Collected data
★ ★ ★ ★ ★ ★ ★

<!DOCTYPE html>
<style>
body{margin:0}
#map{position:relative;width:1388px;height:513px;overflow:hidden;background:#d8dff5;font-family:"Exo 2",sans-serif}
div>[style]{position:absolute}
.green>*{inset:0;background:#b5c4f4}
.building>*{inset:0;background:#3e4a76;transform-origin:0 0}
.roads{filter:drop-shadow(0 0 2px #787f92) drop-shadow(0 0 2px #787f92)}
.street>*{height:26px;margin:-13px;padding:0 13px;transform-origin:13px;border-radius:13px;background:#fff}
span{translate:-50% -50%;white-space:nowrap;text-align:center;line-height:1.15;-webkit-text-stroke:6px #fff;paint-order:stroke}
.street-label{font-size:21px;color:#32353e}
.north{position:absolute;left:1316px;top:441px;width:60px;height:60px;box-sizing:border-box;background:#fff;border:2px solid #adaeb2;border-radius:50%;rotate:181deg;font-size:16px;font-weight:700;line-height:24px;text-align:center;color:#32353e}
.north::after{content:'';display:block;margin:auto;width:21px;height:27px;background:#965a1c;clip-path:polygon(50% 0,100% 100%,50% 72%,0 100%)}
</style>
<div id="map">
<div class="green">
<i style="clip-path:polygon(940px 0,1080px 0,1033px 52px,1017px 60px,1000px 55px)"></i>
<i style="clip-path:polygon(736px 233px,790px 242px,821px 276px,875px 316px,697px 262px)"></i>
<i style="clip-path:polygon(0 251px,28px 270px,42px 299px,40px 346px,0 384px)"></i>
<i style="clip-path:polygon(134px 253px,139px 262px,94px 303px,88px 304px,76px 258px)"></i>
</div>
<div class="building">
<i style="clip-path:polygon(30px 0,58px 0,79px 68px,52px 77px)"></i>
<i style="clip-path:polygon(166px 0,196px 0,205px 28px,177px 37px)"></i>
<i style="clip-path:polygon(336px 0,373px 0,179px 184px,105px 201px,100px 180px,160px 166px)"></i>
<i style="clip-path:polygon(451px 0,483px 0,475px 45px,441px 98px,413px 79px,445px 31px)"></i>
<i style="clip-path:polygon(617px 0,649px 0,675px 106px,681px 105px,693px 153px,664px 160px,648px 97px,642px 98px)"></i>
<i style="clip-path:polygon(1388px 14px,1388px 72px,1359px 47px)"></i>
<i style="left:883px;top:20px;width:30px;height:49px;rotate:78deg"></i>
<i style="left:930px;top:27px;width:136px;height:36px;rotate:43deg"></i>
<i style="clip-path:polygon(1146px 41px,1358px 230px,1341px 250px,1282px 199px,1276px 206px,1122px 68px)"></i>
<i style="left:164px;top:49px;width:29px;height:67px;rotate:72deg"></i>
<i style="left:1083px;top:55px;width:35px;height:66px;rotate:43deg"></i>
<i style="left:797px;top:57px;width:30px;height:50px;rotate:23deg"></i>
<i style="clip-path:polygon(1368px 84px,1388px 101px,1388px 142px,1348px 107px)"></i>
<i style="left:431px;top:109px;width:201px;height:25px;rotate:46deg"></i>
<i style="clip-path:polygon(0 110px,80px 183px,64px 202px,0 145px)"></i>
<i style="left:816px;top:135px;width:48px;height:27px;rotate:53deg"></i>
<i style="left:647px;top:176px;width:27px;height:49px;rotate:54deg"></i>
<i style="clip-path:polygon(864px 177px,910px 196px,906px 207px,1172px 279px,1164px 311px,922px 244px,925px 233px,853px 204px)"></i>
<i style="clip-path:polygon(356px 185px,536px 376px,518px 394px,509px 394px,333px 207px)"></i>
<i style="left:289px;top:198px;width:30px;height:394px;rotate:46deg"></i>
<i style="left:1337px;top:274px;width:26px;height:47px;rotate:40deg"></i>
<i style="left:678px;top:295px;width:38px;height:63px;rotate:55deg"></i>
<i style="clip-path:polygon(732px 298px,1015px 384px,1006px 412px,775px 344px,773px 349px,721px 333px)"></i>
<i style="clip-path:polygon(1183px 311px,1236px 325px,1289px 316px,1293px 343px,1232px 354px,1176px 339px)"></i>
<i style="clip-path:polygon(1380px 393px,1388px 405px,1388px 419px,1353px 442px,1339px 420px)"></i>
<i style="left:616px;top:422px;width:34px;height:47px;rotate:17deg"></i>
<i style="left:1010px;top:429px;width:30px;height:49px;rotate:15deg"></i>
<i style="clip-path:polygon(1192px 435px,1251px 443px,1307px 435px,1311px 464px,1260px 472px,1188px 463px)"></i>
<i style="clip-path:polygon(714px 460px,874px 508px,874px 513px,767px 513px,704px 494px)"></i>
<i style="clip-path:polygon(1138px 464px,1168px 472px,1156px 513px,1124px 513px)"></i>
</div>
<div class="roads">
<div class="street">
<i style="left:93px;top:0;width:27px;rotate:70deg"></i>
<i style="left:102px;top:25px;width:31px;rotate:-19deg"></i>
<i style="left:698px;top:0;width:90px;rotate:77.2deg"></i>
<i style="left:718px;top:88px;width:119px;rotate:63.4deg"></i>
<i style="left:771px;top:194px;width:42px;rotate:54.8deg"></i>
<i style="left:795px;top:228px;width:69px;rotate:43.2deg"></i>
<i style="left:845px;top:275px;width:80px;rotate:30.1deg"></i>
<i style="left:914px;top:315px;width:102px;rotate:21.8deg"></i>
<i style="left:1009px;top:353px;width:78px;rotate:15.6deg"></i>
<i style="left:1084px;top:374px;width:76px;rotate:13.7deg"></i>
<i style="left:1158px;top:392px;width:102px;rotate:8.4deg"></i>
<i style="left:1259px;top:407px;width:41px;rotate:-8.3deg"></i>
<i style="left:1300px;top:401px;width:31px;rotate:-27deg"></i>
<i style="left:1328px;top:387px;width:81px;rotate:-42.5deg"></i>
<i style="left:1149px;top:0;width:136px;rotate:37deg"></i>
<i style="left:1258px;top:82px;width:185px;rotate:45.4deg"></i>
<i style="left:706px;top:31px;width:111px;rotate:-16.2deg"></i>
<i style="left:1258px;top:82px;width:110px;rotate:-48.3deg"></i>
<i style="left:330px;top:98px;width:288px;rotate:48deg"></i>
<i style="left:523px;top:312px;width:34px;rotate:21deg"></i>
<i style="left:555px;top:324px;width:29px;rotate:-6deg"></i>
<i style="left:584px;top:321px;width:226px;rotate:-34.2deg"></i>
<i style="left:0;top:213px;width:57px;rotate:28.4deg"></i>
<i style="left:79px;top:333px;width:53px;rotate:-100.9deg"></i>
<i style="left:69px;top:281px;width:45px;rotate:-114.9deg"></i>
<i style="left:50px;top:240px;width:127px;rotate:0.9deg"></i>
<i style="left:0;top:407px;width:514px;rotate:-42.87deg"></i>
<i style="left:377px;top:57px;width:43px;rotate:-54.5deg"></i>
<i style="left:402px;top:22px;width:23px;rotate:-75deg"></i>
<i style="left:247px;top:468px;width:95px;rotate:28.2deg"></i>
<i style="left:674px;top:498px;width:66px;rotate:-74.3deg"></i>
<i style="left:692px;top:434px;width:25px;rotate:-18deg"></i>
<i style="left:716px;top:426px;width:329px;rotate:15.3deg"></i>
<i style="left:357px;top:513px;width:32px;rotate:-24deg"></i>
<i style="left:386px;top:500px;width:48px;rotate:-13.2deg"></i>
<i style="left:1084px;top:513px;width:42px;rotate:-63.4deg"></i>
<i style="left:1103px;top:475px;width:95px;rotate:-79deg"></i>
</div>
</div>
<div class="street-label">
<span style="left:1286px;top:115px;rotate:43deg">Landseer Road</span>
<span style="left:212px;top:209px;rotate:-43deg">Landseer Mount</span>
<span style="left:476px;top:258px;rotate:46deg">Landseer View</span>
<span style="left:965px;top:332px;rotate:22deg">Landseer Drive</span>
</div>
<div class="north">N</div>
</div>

★ ★ ★ ★ ★ ★ ★

The lines to retype run from the start of the entries through the line containing "2px #787f92) drop-shadow(0"; reproduce them exactly and add nothing.

• **RESPONSE BELOW**:
<!DOCTYPE html>
<style>
body{margin:0}
#map{position:relative;width:1388px;height:513px;overflow:hidden;background:#d8dff5;font-family:"Exo 2",sans-serif}
div>[style]{position:absolute}
.green>*{inset:0;background:#b5c4f4}
.building>*{inset:0;background:#3e4a76;transform-origin:0 0}
.roads{filter:drop-shadow(0 0 2px #787f92) drop-shadow(0 0 2px #787f92)}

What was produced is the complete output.